(Stored data)

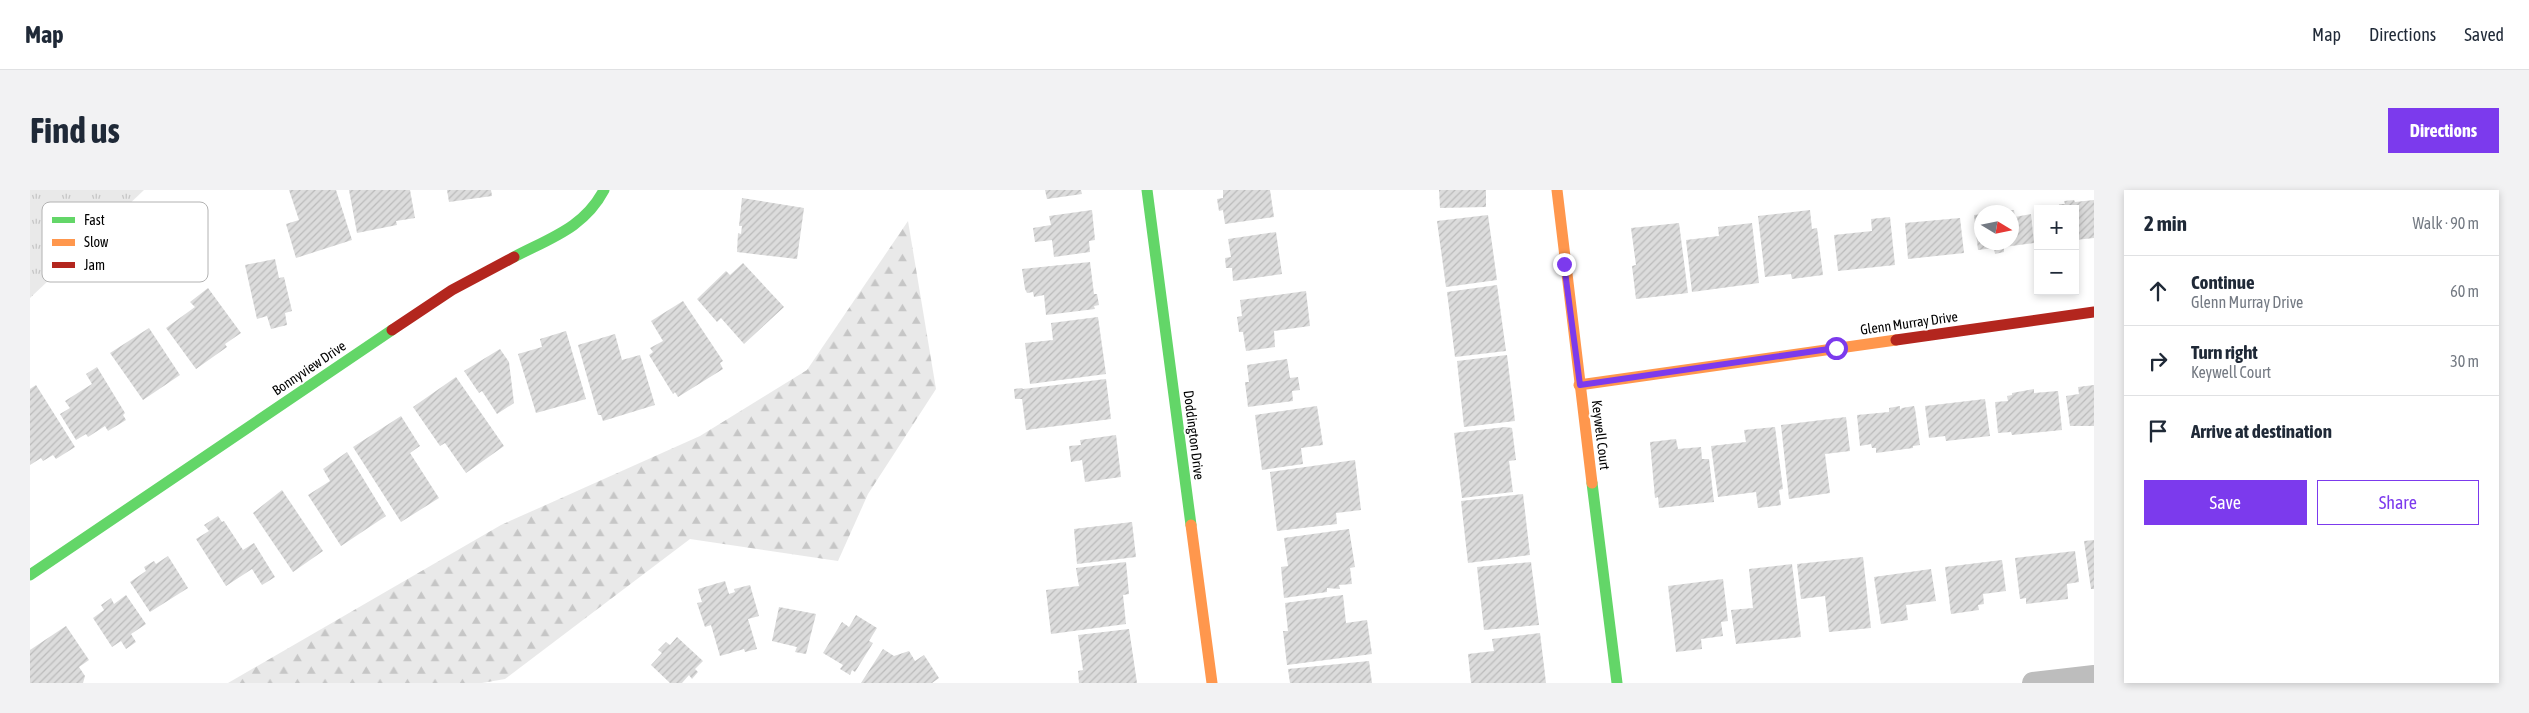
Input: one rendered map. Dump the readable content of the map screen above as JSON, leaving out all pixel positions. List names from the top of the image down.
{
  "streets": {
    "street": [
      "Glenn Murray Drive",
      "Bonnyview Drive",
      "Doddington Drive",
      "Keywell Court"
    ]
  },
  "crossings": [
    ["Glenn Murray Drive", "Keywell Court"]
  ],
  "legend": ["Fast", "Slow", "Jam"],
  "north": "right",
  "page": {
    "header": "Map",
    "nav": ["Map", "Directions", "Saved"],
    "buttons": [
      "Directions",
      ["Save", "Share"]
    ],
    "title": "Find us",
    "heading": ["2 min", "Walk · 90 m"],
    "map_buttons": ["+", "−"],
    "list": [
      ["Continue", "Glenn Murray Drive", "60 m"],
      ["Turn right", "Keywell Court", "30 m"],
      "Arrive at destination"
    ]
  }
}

* TASK ITEM *
Reproduce all of the data exactly; the pictures do not belong in the copy.

* ANSWER BOX *
Input: one rendered map. Dump the readable content of the map screen above as JSON, leaving out all pixel positions. List names from the top of the image down.
{
  "streets": {
    "street": [
      "Glenn Murray Drive",
      "Bonnyview Drive",
      "Doddington Drive",
      "Keywell Court"
    ]
  },
  "crossings": [
    ["Glenn Murray Drive", "Keywell Court"]
  ],
  "legend": ["Fast", "Slow", "Jam"],
  "north": "right",
  "page": {
    "header": "Map",
    "nav": ["Map", "Directions", "Saved"],
    "buttons": [
      "Directions",
      ["Save", "Share"]
    ],
    "title": "Find us",
    "heading": ["2 min", "Walk · 90 m"],
    "map_buttons": ["+", "−"],
    "list": [
      ["Continue", "Glenn Murray Drive", "60 m"],
      ["Turn right", "Keywell Court", "30 m"],
      "Arrive at destination"
    ]
  }
}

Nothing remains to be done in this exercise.